The next day we drove to Vernon on a route that skirted around Paris.  I expected traffic to be much worse than it was when we were close to Paris so overall the drive wasn’t too bad.  Vernon is in the Normandy region, about 4 km from Giverny where Monet’s House and Garden are located.  The hotel was fairly basic but was comfortable and clean and the location was good.

The underground parking at the hotel was another story entirely.  The narrow one-lane ramp had a right angle bend near the bottom.  The garage itself was quite cramped and stalls were fairly tight to get in and out of.  Going down the ramp wasn’t too bad.  Going up the ramp, on the other hand, was the ultimate test of driving skill in a standard-transmission car.  You pushed a button at the bottom to open the overhead door at the top.  The ramp itself had a fairly smooth surface which didn’t offer great traction.  It took a very delicate balance and coordination between brake, clutch and accelerator to get up the ramp.  First you had to navigate the narrow right-angle bend, then hope that your tires didn’t start spinning on the ramp as you made your way to the top, all the while praying that the overhead door wasn’t going to come down.  Too much gas and you were spinning, too little gas and you stalled.  We persisted for two nights before discovering that the open air parking lot across the street offered free parking from 6:00 pm to 9:00 am.  I decided for our last two nights to save the 7.5 euros/day we were paying for the underground parking – and save immeasurable wear and tear on my nerves – and park across the street for free!


But I digress.  The next day we toured Monet’s House and Gardens.  Even though the flowers would probably be better in the summer, the gardens were every bit as beautiful as I had anticipated.  It truly was amazing to see the inspiration for so many beautiful paintings!

After visiting the gardens we drove around the surrounding countryside somewhat aimlessly, just enjoying the views.  In one village, while crossing a bridge, I saw a scene I had to stop and photograph.  While shooting the pond from the bridge I realized that the house at the far end of the pond was actually an old mill.  It also looked like there might be a vantage point around the side that I could get to.  Grabbing my tripod and camera bag from the car I set off around to a little open area that gave me one of the most beautiful little scenes I had come across in France.

Mill pond

Our destination the following day was Rouen.  In the square in front of the beautiful Rouen Cathedral we found another little tram that would take us on a tour of the city.  We discovered that the car park where we had left our vehicle was right near the spot where Joan d’Arc was burned at the stake.  Rouen itself is quite a beautiful city with lots of timber-frame buildings.

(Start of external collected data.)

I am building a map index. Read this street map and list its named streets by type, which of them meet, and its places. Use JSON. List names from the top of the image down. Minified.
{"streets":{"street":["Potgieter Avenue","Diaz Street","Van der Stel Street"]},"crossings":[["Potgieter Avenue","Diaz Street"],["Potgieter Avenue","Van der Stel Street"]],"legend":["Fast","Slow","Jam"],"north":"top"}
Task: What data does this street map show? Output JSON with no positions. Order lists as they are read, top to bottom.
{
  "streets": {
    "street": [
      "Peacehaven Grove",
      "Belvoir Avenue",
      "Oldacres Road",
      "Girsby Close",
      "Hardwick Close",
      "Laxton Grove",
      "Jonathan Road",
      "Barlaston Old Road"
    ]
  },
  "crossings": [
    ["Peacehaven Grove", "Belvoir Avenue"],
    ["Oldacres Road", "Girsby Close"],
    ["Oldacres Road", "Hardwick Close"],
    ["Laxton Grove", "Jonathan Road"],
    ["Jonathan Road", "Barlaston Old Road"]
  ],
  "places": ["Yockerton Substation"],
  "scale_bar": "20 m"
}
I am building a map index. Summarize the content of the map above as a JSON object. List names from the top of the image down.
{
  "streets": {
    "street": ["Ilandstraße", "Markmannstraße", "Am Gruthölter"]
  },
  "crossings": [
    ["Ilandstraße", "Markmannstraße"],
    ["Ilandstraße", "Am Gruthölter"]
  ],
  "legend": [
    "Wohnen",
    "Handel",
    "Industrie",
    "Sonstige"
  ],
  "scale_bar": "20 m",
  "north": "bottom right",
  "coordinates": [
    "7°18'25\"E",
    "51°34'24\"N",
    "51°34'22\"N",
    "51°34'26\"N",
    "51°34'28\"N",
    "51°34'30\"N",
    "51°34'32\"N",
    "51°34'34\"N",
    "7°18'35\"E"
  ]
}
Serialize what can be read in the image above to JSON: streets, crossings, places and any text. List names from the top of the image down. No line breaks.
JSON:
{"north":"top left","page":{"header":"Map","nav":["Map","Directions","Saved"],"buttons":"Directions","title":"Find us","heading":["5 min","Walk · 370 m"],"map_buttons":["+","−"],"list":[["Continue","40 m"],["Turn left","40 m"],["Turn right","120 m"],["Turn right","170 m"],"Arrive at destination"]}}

Our next day was a day for chateaus.  Chateau Bizy is located on the edge of Vernon, a short drive from our hotel.  The grounds surrounding the chateau are full of beautiful sculptures, fountains and little streams.  Unfortunately, corrosion of pipes over the years has left many of the water features dry.  Apparently they are working on replacing a lot of the pipes and if the project is ever finished the water features will be incredible.  The chateau itself is well worth a guided tour.  It was quite interesting to learn about the ownership of the chateau over the years as well as to see how different wings, built at different times, were constructed to match other parts of the building.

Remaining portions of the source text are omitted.